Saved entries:
◆ ◆ ◆ ◆ ◆
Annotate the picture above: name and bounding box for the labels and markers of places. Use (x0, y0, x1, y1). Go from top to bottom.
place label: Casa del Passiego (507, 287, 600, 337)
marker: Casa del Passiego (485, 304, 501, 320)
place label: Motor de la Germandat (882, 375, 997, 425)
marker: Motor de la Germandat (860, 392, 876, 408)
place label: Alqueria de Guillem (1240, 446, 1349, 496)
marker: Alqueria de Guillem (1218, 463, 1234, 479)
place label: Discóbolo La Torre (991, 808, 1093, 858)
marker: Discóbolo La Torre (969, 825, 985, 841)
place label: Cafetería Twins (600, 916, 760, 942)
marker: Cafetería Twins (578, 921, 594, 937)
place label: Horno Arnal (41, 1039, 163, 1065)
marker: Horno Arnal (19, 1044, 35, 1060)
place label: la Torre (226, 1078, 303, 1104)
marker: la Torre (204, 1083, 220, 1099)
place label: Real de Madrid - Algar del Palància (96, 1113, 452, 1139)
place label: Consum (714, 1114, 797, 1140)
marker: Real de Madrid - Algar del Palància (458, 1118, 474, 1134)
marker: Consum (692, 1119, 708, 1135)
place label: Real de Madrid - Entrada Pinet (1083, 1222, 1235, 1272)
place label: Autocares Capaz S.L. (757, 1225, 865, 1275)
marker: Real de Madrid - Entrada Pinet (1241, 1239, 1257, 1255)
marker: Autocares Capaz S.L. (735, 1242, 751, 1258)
◆ ◆ ◆ ◆ ◆
### Your goal
Render the whole set of entries again, exactly as given.

### Answer to this exercise
Annotate the picture above: name and bounding box for the labels and markers of places. Use (x0, y0, x1, y1). Go from top to bottom.
place label: Casa del Passiego (507, 287, 600, 337)
marker: Casa del Passiego (485, 304, 501, 320)
place label: Motor de la Germandat (882, 375, 997, 425)
marker: Motor de la Germandat (860, 392, 876, 408)
place label: Alqueria de Guillem (1240, 446, 1349, 496)
marker: Alqueria de Guillem (1218, 463, 1234, 479)
place label: Discóbolo La Torre (991, 808, 1093, 858)
marker: Discóbolo La Torre (969, 825, 985, 841)
place label: Cafetería Twins (600, 916, 760, 942)
marker: Cafetería Twins (578, 921, 594, 937)
place label: Horno Arnal (41, 1039, 163, 1065)
marker: Horno Arnal (19, 1044, 35, 1060)
place label: la Torre (226, 1078, 303, 1104)
marker: la Torre (204, 1083, 220, 1099)
place label: Real de Madrid - Algar del Palància (96, 1113, 452, 1139)
place label: Consum (714, 1114, 797, 1140)
marker: Real de Madrid - Algar del Palància (458, 1118, 474, 1134)
marker: Consum (692, 1119, 708, 1135)
place label: Real de Madrid - Entrada Pinet (1083, 1222, 1235, 1272)
place label: Autocares Capaz S.L. (757, 1225, 865, 1275)
marker: Real de Madrid - Entrada Pinet (1241, 1239, 1257, 1255)
marker: Autocares Capaz S.L. (735, 1242, 751, 1258)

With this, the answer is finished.